Моя Дана спрашивает. Не из телевизора — из комнаты. Стоит посередине салона, обнимает тетрадку, ручка во рту, естественно.
— Костный мозг — это такое вещество, которое находится в костях.
— А им думают?
— Нет, им не думают, — с трудом удерживаюсь от смеха сквозь навернувшиеся слезы.
— А что им делают?
— Ничего им не делают, костный мозг вырабатывает клетки крови.
— А я, когда сдавала анализ, не видела в крови никаких клеток.

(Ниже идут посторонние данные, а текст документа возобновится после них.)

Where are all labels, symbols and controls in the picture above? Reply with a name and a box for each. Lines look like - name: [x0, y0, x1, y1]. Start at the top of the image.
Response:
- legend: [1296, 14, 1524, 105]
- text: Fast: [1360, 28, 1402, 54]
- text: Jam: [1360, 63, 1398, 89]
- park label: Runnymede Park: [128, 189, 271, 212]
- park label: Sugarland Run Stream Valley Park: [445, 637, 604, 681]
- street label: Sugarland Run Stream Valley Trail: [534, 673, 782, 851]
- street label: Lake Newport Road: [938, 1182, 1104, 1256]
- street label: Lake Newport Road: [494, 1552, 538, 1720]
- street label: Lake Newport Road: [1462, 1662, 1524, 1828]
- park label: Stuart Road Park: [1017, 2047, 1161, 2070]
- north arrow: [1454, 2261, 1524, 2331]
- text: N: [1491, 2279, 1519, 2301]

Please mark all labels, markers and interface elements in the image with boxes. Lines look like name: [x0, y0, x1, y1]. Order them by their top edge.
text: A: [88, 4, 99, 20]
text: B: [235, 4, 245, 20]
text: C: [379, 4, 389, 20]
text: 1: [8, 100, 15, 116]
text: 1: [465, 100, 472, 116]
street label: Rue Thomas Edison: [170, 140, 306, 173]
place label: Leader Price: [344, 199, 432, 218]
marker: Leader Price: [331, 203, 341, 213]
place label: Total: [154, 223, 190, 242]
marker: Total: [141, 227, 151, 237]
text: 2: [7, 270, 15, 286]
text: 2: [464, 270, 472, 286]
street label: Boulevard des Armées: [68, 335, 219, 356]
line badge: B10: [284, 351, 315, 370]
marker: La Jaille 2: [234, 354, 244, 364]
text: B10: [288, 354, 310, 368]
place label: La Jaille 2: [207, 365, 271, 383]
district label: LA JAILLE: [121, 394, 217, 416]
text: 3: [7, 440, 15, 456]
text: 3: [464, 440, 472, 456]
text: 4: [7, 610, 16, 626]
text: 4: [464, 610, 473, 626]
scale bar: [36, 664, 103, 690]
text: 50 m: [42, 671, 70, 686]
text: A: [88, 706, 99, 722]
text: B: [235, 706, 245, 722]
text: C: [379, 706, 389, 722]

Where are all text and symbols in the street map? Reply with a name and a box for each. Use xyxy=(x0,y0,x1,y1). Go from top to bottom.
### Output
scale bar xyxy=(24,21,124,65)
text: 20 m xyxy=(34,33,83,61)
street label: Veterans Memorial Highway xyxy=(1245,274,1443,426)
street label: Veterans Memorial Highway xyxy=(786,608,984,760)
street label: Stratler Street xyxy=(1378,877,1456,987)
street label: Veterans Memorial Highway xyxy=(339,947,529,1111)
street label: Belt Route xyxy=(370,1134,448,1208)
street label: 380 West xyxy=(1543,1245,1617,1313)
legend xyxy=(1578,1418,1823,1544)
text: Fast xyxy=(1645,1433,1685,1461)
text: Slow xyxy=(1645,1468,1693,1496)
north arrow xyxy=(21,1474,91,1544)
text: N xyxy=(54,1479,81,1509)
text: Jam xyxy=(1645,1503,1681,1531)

— Они очень маленькие, так просто не увидишь.
— А как?
— Микроскоп нужен.
— А что это такое?
— Прибор такой, как очки, только в него можно увидеть совсем маленькие предметы.
— Меньше точки?
У-упс! Кажется, я недооцениваю присутствие в доме мужа-математика. Ничего себе вопросик для первоклассницы, или это так, случайность?
— Про точку тебе папа объяснит, а сейчас принеси-ка сюда фотоаппарат.
Мою руки и включаю камеру.
— Видишь, вот эта штука, которая выезжает, называется объектив. Ты можешь менять его положение, и тогда все предметы становятся ближе и крупнее. А микроскоп, это как фотоаппарат, только увеличивает он гораздо сильнее.